Autoregressive Video Diffusion

This section reviews several representative training paradigms (Forcing methods) in autoregressive video diffusion models, all aiming to solve a core problem: how to efficiently convert a bidirectional attention multi-step diffusion model into a causal few-step autoregressive model.

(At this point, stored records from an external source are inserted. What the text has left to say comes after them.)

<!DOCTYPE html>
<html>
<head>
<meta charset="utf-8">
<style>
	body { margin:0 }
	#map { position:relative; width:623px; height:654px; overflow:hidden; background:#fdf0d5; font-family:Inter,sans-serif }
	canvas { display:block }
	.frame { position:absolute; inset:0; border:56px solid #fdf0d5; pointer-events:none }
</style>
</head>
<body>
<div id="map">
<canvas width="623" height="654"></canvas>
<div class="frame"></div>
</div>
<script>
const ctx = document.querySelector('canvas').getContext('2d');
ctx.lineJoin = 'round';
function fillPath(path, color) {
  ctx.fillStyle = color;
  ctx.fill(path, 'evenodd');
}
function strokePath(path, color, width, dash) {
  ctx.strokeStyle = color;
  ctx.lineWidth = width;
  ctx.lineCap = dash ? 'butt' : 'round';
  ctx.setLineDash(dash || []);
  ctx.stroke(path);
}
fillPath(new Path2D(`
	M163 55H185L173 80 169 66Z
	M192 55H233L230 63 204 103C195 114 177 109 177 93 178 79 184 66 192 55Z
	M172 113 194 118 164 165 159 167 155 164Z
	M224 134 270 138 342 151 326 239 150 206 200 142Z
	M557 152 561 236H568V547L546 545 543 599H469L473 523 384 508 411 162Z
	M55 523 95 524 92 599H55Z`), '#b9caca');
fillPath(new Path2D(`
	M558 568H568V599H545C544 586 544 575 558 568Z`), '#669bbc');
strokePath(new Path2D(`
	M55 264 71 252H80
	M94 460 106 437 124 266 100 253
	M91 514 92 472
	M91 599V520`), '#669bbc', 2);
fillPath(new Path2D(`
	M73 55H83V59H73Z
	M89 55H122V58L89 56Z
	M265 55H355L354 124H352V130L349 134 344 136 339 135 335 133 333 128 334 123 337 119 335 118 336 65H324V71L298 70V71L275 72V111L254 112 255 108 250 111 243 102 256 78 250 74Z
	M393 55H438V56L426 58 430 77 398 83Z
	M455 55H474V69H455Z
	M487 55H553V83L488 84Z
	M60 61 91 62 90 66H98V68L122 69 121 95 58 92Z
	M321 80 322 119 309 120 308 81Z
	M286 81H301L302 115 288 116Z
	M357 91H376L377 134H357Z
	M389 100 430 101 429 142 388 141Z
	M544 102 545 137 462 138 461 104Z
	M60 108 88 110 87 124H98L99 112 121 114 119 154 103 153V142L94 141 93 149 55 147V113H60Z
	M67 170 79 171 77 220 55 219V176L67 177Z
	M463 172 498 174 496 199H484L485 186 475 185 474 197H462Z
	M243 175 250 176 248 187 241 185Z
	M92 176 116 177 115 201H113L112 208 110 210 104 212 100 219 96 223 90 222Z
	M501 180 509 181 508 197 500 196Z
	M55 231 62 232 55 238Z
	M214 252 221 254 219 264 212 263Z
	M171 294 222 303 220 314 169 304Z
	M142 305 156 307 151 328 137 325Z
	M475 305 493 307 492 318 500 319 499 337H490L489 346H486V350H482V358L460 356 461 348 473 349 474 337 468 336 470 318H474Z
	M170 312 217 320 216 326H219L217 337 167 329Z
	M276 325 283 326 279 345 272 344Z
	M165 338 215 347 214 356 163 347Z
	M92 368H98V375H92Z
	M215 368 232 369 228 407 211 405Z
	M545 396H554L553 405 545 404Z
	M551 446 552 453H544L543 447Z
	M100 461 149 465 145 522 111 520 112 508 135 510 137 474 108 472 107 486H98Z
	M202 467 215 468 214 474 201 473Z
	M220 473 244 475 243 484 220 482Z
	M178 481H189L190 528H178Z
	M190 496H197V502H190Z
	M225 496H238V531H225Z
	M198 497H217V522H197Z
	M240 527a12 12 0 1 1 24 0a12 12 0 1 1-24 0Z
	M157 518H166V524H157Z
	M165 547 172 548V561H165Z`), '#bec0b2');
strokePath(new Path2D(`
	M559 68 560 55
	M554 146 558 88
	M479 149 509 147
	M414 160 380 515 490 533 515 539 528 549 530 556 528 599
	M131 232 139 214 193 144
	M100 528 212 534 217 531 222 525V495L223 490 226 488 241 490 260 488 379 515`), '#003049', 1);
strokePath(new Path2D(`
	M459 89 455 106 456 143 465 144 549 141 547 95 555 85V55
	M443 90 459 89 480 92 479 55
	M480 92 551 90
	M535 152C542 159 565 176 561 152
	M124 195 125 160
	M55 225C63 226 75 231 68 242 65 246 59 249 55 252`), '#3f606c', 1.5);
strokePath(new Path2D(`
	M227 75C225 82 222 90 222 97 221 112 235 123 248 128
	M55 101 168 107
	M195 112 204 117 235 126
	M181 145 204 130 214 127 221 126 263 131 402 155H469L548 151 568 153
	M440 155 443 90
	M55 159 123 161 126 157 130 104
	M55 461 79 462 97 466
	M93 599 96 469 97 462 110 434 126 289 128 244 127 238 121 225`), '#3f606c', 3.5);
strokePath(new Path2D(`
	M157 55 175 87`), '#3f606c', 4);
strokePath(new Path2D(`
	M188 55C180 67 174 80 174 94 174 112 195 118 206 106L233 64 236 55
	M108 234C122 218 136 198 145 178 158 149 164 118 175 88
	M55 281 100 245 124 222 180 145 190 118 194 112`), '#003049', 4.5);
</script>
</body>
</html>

1. Diffusion Forcing [NeurIPS 2024]

Paper: Diffusion Forcing: Next-token Prediction Meets Full-Sequence Diffusion

Core idea: During training, each frame is assigned an independent, random noise level. Known history frames and frames to be generated are placed in the same diffusion forward process but with different noise timesteps, enabling the model to generate frames autoregressively. This design elegantly combines the variable-length generation advantage of next-token prediction with the trajectory guidance advantage of full-sequence diffusion.

2. CausVid [CVPR 2025]

Paper: From Slow Bidirectional to Fast Autoregressive Video Diffusion Models

Proposes a two-stage method to distill a bidirectional multi-step diffusion model into a few-step autoregressive video diffusion model:

  1. ODE Regression Initialization: Use the teacher model to generate ODE pairs and train the student model's autoregressive capability with regression loss
  2. Asymmetric Distillation: Apply Diffusion Forcing strategy with DMD (Distribution Matching Distillation) loss to match the teacher model distribution, further aligning generation quality

CausVid Training Framework DiagramCausVid Training Framework Diagram

3. Self Forcing [NeurIPS 2025]

Paper: Self Forcing: Bridging the Train-Test Gap in Autoregressive Video Diffusion

Aims to solve the train-test distribution shift (Exposure Bias) caused by Teacher Forcing / Diffusion Forcing: during training, the model sees real frames, but during inference, it can only see its own generated frames.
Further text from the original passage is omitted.